Borsao 2005 Rosé -- I've been long overdue for a rosé review, and I figured I might as well look at one since there's such good red grape stock here in Spain (and since I enjoyed my last Spanish rosé so much). Borsao's rosé is made from 100% Garnacha grown in the Campo de Borja region. This dark pink entry greets you with a floral nose that includes some easy peach scents. This wine's gentle first taste is very light and includes more of that nice ripe fruit. The taste lingers briefly before spreading into a long, citrusy, slightly spicy finish that includes some hints of cinnamon. While this would be a perfect summer wine -- as the weather starts to turn colder, pull out some Mediterranean style recipes and do some roasting: whether it's a slow-cooked chicken, an earthy chickpea and eggplant dish, or some marinated pork chops. There's a braised monkfish recipe I once put together that I think would go wonderfully here, and you can find a bottle of Borsao for between $6-8. A good, flexible entry.

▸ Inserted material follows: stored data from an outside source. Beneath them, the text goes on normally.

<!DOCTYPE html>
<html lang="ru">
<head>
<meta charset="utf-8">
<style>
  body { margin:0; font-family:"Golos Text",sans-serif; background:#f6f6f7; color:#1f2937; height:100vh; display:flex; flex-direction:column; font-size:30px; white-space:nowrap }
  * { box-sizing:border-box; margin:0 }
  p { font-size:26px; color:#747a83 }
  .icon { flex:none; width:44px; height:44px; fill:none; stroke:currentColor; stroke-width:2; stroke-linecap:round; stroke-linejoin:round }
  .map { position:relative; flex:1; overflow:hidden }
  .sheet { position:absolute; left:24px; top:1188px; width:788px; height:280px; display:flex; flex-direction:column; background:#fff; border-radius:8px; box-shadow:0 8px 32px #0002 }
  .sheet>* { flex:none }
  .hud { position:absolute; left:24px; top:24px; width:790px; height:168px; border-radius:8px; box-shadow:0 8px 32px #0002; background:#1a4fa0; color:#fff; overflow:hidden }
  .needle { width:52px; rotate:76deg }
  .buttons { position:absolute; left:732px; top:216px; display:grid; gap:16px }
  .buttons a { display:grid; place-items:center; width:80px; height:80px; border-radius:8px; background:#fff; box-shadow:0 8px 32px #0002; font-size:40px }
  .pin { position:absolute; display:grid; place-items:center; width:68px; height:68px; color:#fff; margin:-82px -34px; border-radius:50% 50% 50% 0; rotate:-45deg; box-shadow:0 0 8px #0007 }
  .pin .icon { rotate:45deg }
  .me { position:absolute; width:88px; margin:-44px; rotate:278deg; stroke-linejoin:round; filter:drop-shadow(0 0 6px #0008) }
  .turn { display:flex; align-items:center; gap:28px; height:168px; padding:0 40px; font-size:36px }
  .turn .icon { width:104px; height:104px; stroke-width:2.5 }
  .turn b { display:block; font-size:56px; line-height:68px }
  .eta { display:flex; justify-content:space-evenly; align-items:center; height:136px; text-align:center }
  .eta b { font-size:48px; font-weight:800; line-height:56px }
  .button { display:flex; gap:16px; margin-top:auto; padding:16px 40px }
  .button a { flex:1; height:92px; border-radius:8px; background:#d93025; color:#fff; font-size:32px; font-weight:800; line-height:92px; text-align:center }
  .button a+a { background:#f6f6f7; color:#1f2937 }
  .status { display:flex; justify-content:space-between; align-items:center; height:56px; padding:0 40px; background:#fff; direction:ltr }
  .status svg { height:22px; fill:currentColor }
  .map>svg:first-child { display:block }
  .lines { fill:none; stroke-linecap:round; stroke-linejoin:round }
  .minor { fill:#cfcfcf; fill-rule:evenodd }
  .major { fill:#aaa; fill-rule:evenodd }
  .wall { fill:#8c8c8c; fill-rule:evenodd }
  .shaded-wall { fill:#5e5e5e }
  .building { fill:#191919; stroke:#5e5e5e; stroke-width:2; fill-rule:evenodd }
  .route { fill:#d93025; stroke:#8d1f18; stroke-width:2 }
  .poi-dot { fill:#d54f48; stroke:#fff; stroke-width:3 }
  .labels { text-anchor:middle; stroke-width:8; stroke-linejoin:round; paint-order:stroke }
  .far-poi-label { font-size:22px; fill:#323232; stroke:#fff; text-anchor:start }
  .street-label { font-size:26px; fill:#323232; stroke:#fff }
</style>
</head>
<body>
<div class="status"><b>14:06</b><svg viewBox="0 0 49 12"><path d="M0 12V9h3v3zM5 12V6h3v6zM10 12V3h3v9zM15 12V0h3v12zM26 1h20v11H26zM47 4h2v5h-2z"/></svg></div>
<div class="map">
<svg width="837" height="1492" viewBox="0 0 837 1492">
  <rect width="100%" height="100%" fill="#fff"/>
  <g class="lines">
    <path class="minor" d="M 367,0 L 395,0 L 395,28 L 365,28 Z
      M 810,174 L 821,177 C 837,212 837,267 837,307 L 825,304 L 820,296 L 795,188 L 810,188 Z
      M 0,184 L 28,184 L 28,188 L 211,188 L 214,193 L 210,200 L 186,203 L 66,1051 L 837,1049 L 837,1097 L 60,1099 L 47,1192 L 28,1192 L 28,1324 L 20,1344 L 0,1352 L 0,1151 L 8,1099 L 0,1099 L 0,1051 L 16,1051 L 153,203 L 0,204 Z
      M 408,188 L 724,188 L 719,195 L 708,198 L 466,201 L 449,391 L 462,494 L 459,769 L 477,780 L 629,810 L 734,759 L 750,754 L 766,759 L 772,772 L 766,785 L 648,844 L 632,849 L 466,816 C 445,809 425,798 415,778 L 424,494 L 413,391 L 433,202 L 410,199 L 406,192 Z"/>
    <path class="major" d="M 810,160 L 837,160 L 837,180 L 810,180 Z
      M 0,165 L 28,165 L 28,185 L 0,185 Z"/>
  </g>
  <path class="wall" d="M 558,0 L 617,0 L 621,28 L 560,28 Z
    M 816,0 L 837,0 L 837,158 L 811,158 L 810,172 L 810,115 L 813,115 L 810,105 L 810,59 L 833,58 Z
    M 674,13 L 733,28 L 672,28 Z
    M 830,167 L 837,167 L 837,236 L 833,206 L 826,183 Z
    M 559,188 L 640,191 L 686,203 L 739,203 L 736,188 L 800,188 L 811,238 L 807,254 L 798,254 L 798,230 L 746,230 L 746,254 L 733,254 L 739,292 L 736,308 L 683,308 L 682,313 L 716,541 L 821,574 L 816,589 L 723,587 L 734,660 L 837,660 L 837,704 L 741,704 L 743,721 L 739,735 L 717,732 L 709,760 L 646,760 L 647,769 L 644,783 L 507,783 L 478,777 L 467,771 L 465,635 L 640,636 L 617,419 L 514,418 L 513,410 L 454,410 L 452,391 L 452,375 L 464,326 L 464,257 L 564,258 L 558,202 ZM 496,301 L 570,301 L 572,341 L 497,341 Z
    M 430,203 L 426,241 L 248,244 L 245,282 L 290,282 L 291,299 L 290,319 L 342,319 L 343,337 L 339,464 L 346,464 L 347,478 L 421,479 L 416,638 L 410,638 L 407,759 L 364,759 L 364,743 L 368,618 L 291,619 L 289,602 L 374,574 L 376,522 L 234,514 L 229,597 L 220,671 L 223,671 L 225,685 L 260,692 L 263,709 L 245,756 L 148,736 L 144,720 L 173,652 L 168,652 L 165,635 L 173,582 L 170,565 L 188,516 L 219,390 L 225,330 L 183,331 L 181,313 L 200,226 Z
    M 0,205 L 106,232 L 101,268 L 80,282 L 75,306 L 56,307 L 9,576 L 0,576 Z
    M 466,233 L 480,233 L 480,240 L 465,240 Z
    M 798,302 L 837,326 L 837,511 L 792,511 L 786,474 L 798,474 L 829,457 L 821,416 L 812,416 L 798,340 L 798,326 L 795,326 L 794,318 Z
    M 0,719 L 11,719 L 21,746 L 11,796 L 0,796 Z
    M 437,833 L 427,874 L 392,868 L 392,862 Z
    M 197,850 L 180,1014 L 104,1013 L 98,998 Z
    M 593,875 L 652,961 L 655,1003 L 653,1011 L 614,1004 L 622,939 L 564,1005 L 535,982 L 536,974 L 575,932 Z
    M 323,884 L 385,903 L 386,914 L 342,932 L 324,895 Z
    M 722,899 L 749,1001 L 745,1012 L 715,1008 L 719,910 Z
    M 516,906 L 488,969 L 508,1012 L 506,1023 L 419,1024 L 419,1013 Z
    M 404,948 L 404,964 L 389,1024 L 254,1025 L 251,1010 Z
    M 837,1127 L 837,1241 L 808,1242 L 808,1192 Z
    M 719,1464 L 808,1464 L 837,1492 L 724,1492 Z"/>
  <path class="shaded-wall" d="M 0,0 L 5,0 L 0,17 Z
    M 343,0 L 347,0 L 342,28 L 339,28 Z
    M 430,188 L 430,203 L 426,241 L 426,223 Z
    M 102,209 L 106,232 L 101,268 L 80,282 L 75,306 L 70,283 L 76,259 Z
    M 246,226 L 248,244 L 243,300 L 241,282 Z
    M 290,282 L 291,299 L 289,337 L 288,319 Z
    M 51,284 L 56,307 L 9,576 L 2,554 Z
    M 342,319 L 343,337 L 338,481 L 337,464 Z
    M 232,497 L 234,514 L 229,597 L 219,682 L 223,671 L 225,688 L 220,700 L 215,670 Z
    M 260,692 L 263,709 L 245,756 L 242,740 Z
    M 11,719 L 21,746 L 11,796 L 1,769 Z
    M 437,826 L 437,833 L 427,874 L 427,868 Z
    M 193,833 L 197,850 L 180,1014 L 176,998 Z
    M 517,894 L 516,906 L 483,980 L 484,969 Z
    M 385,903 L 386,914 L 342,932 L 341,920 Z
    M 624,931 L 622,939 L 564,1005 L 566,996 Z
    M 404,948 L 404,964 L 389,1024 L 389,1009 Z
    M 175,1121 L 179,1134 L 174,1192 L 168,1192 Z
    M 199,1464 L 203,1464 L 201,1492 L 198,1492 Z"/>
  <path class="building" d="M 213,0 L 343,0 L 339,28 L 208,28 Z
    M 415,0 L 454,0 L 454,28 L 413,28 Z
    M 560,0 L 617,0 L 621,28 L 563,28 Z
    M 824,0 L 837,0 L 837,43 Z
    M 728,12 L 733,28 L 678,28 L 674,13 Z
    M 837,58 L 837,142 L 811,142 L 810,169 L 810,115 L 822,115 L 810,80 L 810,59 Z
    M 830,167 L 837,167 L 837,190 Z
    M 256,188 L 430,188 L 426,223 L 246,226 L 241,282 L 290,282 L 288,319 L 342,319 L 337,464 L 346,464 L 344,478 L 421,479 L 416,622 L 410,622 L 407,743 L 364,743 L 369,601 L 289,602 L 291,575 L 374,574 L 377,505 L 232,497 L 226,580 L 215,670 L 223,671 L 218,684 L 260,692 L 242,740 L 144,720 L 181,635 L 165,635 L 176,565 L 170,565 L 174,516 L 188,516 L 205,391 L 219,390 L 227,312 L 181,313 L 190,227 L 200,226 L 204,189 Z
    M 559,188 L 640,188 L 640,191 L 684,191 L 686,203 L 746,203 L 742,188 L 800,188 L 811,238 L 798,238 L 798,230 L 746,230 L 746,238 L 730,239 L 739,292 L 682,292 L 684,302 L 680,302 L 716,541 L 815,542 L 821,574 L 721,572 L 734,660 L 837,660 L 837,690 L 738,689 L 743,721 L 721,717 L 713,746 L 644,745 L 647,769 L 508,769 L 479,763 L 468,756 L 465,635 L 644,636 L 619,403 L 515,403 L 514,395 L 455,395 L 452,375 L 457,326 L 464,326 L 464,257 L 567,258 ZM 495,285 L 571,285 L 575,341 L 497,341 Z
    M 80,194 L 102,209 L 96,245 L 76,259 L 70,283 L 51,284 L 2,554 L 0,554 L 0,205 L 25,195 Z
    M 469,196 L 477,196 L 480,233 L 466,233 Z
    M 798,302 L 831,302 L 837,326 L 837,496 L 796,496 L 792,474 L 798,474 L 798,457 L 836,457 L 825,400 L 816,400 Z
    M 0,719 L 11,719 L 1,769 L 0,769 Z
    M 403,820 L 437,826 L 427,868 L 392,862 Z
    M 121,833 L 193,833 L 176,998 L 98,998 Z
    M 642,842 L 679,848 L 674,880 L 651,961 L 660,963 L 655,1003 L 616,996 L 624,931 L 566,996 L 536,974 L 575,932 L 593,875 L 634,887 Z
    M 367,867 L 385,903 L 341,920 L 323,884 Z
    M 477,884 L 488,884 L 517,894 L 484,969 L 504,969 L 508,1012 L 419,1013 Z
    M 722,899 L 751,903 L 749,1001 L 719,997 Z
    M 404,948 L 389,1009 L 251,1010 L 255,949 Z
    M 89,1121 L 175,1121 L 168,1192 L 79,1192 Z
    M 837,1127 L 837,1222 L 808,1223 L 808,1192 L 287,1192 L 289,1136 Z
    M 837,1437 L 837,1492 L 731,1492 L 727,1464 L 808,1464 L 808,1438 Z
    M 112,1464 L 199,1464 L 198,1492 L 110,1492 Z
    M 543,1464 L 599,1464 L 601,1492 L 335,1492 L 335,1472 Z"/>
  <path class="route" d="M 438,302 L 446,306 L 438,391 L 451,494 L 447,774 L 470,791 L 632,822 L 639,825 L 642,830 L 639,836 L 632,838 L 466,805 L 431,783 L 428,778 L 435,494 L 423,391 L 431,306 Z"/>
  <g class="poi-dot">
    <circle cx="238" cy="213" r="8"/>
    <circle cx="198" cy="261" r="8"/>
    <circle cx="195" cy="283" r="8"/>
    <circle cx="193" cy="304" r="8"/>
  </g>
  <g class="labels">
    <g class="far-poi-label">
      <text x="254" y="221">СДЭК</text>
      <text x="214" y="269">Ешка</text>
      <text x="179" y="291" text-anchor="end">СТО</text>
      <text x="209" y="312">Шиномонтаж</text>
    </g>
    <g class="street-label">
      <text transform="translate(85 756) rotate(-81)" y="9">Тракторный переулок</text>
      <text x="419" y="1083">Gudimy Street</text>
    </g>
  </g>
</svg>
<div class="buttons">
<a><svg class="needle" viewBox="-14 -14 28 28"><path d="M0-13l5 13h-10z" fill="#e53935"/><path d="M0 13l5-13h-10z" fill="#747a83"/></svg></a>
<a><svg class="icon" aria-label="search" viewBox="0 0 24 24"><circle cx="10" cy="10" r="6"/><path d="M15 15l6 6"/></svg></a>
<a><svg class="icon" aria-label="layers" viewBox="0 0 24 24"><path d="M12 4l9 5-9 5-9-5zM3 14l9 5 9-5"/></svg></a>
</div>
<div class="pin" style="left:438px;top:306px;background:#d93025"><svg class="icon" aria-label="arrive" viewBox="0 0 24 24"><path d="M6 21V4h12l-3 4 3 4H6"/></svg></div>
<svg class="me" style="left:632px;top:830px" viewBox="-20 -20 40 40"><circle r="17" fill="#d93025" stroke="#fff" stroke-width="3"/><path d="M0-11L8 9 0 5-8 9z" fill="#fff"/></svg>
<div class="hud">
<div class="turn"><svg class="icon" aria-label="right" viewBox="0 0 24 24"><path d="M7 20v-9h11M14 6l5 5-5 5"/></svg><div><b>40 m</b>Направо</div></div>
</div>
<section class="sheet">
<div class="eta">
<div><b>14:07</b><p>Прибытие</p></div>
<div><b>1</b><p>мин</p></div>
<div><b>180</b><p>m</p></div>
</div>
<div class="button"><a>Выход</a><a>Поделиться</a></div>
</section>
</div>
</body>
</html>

Las Brisas 2005 Blanco -- Might Las Brisas is from the Rueda region, and -- while it's getting a little late in the year to discuss a wine this light -- keep this one in your memory banks until next year rolls around and the weather starts warming up and you can kick back outdoors again. The lively Las Brisas is one of those aforementioned blends of Verdejo and Sauvignon Blanc, and has a lot of the recognizable character of the latter. The grapefruitiness of a sauvignon is certainly present on the nose, but it's somewhat mellower, balanced by a mangoish scent. It's a very light wine -- a little tart and lemony, but the acidity mellows quickly into a fruity peppery body and a strong, flavorful finish. This would be a wonderful aperitif or poolside wine, but if you have any kind of fish dish -- I had this with a baked cod -- you're going to be in business. You could also consider a cheese tortellini, or most any kind of Spanish dish that doesn't involve beef or pork. Probably plan to spend $8-10 on this very easygoing, happy wine.